A notícia do momento, a bola da vez é a classificação da seleção brasileira para a copa do mundo que será realizada na África do Sul, e com uma vitória em cima da Argentina, chega até ofuscar a comemoração da independência do Brasil. Como não sou fã de futebol não assisti ao jogo e estou me lixando se o Brasil irá ganhar ou não a copa do mundo.

Falando em copa do mundo eu me lembro da copa em que o Brasil foi tetracampeão, eu fazia cursinho pré-vestibular e aí houve um bolão na sala pra adivinhar o placar e os jogadores, eles me ofereceram e conseguiram me convencer eu nem queria jogar, afinal eu nem sabia o nome dos jogadores, só lembro que chutei um placar a aleatório e alguns nomes de jogadores que eu nem sabia se estavam ou não na seleção, e não é que ganhei sozinho? Hahaha.

Na mesma copa, durante a final, quando o Brasil ganhou, todos na minha casa foram ao delírio, como sempre eu não, mas fiquei no meu cantinho quietinho sem querer atrapalhar a comemoração de ninguém, quando do nada um dos meus vizinhos um senhor distinto entrou, quero dizer invadiu a minha casa, e o cara estava muito louco, entrou gritando “Tobias, Tobias nós somos Tetra, porra!” hahahaha muito insano, ele veio me abraçar com um cheiro de cerveja, suado, hoje eu choro de rir quando me lembro de todos de minha casa loucos de alegria.

Mas uma coisa que me faz refletir sobre o futebol é que eu não acho a mínima graça e a cada dia que se passa eu tenho mais repulsa por jogos de futebol, tem torcida organizada, maloqueiro, hooligans, confusão, morte, suor. Jogo de futebol e estádio de futebol são a visão do inferno para mim, fora isso eu fico olhando o Dunga, o nosso herói nacional o cara responsável pela classificação do Brasil na copa do mundo, porém há algum tempo atrás ninguém dava um real ao moço e hoje tem neguinho oferecendo a esposa para deitar com ele, não duvido nada.
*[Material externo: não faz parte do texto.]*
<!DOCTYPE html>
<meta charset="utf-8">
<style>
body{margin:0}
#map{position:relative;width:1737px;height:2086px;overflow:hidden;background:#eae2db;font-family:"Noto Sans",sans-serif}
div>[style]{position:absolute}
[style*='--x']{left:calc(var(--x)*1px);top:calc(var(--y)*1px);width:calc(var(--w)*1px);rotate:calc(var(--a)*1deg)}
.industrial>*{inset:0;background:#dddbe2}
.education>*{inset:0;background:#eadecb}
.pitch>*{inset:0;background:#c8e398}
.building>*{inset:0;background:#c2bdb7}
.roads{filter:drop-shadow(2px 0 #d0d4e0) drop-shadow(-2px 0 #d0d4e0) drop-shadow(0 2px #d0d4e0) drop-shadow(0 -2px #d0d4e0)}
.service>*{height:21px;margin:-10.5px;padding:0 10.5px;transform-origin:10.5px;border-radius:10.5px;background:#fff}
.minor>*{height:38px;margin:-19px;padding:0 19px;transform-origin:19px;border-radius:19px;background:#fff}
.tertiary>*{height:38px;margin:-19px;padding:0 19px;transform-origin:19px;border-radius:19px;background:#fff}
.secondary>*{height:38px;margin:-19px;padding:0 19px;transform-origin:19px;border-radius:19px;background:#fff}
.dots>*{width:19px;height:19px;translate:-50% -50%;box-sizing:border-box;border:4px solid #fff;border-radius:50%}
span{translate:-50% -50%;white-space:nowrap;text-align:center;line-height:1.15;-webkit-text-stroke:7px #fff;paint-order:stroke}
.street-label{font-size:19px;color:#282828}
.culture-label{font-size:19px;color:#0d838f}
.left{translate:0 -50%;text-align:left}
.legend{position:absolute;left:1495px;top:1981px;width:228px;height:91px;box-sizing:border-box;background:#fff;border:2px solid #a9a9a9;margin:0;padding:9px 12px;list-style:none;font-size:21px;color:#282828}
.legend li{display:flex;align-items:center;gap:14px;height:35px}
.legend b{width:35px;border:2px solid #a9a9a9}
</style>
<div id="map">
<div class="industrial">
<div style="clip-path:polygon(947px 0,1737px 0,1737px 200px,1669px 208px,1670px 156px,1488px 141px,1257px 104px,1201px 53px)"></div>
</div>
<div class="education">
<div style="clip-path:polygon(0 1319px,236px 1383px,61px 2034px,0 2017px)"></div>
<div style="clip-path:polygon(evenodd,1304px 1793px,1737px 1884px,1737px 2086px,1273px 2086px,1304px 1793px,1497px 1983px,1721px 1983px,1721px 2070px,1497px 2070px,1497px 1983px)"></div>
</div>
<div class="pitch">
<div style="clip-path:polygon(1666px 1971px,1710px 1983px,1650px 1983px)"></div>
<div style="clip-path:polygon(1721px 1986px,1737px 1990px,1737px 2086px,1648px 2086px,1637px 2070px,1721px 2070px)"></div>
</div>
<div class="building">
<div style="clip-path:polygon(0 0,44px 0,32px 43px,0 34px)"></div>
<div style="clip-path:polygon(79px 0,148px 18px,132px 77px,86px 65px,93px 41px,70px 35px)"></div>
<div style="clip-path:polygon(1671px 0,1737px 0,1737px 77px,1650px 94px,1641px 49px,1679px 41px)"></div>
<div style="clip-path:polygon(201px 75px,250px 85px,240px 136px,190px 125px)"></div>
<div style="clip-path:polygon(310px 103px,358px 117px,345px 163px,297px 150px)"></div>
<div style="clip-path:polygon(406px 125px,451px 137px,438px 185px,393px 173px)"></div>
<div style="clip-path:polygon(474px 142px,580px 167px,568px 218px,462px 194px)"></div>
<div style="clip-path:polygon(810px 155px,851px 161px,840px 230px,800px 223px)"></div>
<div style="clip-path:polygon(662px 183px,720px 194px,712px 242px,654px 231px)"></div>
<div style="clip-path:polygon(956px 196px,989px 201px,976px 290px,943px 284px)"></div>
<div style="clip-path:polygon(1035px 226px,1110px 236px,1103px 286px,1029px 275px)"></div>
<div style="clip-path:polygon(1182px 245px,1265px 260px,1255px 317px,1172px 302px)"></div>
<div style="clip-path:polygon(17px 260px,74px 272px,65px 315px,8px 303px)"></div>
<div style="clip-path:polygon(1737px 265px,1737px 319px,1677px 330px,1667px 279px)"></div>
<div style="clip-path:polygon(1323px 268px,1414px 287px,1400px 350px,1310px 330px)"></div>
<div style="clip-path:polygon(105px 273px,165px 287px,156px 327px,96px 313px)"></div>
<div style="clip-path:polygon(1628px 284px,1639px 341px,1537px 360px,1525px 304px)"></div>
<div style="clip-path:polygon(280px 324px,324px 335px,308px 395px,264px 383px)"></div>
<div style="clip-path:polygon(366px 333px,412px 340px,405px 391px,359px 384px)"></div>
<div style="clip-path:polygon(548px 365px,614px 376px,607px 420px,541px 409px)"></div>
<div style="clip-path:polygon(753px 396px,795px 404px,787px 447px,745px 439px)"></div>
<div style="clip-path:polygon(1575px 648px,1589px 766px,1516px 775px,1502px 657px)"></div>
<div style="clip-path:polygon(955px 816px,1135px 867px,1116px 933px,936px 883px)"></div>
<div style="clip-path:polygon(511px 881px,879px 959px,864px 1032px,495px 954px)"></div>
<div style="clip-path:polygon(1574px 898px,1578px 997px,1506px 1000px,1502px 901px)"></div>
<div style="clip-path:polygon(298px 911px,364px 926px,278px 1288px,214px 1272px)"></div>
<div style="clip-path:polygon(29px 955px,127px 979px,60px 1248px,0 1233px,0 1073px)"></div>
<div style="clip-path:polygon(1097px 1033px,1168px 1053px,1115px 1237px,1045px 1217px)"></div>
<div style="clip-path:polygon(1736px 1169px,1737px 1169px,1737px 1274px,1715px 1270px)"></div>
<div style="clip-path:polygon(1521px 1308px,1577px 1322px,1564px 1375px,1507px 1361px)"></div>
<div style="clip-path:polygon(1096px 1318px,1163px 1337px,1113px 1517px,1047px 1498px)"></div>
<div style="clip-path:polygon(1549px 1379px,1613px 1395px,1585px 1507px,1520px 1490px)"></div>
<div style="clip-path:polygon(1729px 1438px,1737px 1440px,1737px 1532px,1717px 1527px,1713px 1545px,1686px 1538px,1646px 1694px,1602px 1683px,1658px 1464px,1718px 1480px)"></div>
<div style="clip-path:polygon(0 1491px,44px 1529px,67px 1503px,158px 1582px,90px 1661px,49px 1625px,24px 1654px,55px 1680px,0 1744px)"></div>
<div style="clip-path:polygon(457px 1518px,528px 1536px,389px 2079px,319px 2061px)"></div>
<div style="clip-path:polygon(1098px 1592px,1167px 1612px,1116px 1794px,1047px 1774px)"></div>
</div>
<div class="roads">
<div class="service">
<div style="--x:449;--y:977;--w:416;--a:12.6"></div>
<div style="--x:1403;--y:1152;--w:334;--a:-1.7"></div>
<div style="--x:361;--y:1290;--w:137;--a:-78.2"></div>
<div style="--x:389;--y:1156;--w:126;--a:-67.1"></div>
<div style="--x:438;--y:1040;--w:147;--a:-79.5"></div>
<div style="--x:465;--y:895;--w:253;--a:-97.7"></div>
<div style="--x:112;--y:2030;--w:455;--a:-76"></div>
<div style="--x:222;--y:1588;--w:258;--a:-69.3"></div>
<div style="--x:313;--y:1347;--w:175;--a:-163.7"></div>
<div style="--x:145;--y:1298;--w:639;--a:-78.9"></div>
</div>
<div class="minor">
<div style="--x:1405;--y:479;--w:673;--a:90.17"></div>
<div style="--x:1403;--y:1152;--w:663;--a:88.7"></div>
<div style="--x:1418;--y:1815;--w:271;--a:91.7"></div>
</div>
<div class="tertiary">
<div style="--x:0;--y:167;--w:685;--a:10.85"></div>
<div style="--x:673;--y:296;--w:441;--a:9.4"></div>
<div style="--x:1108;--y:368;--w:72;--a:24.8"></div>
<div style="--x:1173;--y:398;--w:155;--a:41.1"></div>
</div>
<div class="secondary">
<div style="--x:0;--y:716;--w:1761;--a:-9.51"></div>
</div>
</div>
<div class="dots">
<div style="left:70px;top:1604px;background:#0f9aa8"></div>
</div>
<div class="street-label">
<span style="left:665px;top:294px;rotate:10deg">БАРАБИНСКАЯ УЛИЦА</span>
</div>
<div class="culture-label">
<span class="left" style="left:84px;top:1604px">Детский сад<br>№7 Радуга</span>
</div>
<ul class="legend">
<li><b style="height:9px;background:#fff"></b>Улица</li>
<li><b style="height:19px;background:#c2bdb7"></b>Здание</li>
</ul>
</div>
Quando ele assumiu como técnico da seleção as pessoas alugavam o meu ouvindo dizendo, o Dunga é isso, o Dunga é aquilo, que ele não serve para ser técnico da seleção, que ele é bom jogador, mas não tem experiência alguma como técnico e por aí vai, mas vendo o jornal nacional os mesmos brasileiros falando o quanto ele é bom e que ele é o messias do futebol brasileiro.

Sabe o que eu acho disso? A princípio dá vontade de chamar de hipocrisia que em um momento todo o Brasil está fazendo de Judas o pobre (pobre sou eu, ele ta é podre de rico) do Dunga e agora ele é a esperança das nossas alegrias do sucesso da nossa seleção, mas não quero falar do quanto somos hipócritas, e sim da confiança que o Dunga conquistou com o passar do tempo.

Confiança como acabei de falar é algo que está diretamente ligado ao tempo e a quantidade de experiências não frustradas com a outra pessoa .

Um dos alicerces de nossas relações é a confiança, mas nem sempre sabemos como lidar com ela.

Analise comigo o que vem a ser confiança, se quebrarmos a palavra CON-FIANÇA, e fiança está relacionado à fé, ou seja, confiança é ter fé em algo ou em alguma coisa, confiança a meu ver deveria ser algo bom, mas vejo que não é algo bom, confiança é um saco, é por causa dela que as nossas relações estão acabando.

Então você deve achar que a culpa é da confiança? Você não está entendendo aonde quero chegar né? Mas entenderá.

O problema reside no fato de depositarmos muitas esperanças nos outros, acreditamos ou queremos acreditar que aquela pessoa que escolhemos será perfeita, poderá lidar direitinho com nossas esperanças, com nossas angústias o que é muito complicado, nós simplesmente depositamos no outro e nem percebemos se ele tem estrutura para lidar com esses conteúdos.

E o que agrava essa situação é o fato de que insensivelmente achamos que o outro já nasce pronto para lidar com nossas neuroses, afinal as neuroses são nossas e passamos a vida toda e não aprendemos a lidar com todas. Precisamos ter paciência com as outras pessoas, principalmente com quem gostamos, paciência para aprender a lidar com as falhas do outro, com os fracassos do outro (entenda fracasso como uma tentativa mal sucedida de sucesso), com as neuroses do outro.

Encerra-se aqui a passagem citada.